Georgia just another tough opponent in October for Dooley
Tennessee's interception numbers can be as staggering as you want to make them.
A comparison with the SEC finds that Vanderbilt has a nation's-best total of 14 to UT's one.
Looking for the most absurd takes you to Oklahoma last week against Ball State, where Sooners sophomore Tony Jefferson had two more interceptions in the second quarter, alone, than the Vols have mustered all season.
Within the context of Saturday's game (TV: ESPN2, 7 p.m.) against Georgia (3-2, 2-1 SEC), Bulldogs safety Bacarri Rambo has three more than the entire Vols' roster.
The Vols (3-1, 0-1) are one of 10 teams in the country with one or fewer interceptions this season. The majority of teams in that group carry losing records, but UT isn't one of them. Neither is No. 7 Stanford, which has zero interceptions but is a legitimate national title contender.
The low number hasn't resulted in a cause for panic among UT's coaches and players, but the Vols would certainly prefer the number to be higher after Saturday.
"The more we emphasize it in practice and the guys understand where they need to be and when they need to be there, the turnovers start coming," defensive backs coach Terry Joseph said. "I don't think it's time to press the panic button."
The Vols' lone interception came in the third quarter of the season opener against Montana. Senior Art Evans jumped on a short pass by Grizzlies quarterback Jordan Johnson and took it all the way back for a touchdown.
Since then, opponents have attempted 99 passes and not one has fallen in the hands of a UT defender.
"We always say interceptions are accidents," Joseph said. "We just need some more accidents to happen right now. When you start over-emphasizing that guys start looking to try to get interceptions and then you start being susceptible to double moves.
"We're OK right now where we're at. Over time, they'll come."
The Vols went just four games without an interception in 2010. All four were UT losses.
During the Vols' four-game winning streak to end the regular season, they intercepted 10 passes and took two back for touchdowns. That run helped the Vols finish the season with a positive turnover margin.
Currently, UT is one of four SEC teams with a negative turnover margin.
"We hadn't been getting the takeaways that we need to get, that's for sure," coach Derek Dooley said. "Our goal right now is to be plus-four, and so we're about five behind what we should be.

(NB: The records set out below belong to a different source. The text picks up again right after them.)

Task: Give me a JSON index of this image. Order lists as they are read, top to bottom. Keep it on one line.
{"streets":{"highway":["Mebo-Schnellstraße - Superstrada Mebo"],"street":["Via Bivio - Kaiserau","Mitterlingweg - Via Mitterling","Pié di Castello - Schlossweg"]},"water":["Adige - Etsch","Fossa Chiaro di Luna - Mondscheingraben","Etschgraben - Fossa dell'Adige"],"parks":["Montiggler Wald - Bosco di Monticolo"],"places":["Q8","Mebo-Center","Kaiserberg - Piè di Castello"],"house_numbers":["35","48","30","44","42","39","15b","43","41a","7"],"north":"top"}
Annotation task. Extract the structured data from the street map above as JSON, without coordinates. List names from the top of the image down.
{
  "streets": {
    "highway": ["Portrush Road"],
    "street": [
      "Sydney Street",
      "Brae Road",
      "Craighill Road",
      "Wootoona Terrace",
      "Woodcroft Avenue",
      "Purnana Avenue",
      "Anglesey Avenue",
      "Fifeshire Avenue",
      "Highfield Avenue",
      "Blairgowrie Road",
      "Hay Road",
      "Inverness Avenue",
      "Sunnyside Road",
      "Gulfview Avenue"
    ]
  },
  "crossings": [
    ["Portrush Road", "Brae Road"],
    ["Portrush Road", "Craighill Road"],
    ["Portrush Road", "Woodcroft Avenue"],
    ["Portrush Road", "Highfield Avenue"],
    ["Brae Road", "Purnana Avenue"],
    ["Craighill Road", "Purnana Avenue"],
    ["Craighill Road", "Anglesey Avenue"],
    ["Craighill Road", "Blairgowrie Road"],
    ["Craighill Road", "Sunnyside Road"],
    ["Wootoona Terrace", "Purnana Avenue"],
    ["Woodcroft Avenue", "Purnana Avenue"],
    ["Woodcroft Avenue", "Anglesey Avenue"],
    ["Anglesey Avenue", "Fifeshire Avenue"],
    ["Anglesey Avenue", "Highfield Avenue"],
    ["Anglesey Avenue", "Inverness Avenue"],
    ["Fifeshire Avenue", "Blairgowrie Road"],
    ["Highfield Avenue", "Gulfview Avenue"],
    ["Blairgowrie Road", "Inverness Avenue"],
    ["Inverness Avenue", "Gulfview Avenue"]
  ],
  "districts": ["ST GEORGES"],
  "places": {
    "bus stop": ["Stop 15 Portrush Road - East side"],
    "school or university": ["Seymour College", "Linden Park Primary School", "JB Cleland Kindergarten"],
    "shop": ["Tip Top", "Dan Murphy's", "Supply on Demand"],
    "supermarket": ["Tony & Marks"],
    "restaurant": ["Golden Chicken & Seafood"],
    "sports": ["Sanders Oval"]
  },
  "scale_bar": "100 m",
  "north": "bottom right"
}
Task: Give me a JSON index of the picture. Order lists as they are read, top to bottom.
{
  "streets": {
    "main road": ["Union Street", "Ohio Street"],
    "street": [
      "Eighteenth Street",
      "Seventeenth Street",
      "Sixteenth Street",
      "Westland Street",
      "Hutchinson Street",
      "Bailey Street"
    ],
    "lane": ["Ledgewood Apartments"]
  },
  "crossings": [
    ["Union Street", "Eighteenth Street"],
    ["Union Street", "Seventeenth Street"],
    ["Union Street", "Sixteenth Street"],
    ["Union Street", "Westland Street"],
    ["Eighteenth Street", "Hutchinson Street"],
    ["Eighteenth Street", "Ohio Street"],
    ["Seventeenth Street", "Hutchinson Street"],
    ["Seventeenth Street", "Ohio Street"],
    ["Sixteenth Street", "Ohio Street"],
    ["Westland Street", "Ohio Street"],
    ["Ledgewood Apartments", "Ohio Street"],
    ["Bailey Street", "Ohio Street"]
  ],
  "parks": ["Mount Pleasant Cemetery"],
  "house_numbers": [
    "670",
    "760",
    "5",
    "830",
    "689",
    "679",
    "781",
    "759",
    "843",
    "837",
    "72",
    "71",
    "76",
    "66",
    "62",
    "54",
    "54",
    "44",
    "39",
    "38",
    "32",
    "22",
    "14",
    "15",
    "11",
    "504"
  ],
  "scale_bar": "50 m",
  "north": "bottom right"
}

"I say should (because) you'd like to be plus-one a game. Reality is that's tough, but you certainly don't want to be in the negative. You're not going to win many games."
Defensive back Prentiss Waggner, who was the Vols' co-leader in interceptions last season with five, said the defensive backs were "more aggressive" near the end of 2010. A combination of trust, experience and comfort with each other allowed them to take risks on certain plays that they might hesitate on otherwise because of a weak support system.
"You can gamble when you know you've got help over the top and things like that," Waggner said. "Basically just having their trust and trust in your guy over your back."
Waggner kept the focus on the secondary, but defensive coordinator Justin Wilcox said interceptions are generated by all three units — defensive line, linebackers and, of course, the secondary.
"It's pressuring the quarterback, being aggressive when the ball is in the air, it's affecting the routes of the receivers, it's affecting the pass protection. It's a lot of things," Wilcox said. "It's really not one answer.
"Once you start trying to force the issue — we practice turnovers all the time and we're working on it daily — but if you try and force the issues, sometimes guys will try to make plays they shouldn't and that's when you get beat."
Joseph put a positive spin on the situation as well, particularly when discussing starting cornerback Marsalis Teague. A former wide receiver, Teague has started 12 games at his new position but has yet to register an interception.
"Here's a guy who's just doing what he's supposed to do," Joseph said. "Sometimes a DB that's playing well doesn't get his name called. That's been the case with him.
"When you're covering guys, they don't really throw to your side. I think that's a compliment to him."
The Vols won't have a magic button to press Saturday when they try to disrupt Georgia quarterback Aaron Murray, who threw three uncharacteristic interceptions last week against Mississippi State.
Even if UT does add to its interception total, the same strategy might not work the next week against LSU.
That's just how fickle interceptions can be.
"If there was a magic answer to it," Wilcox said, "we would have addressed it already."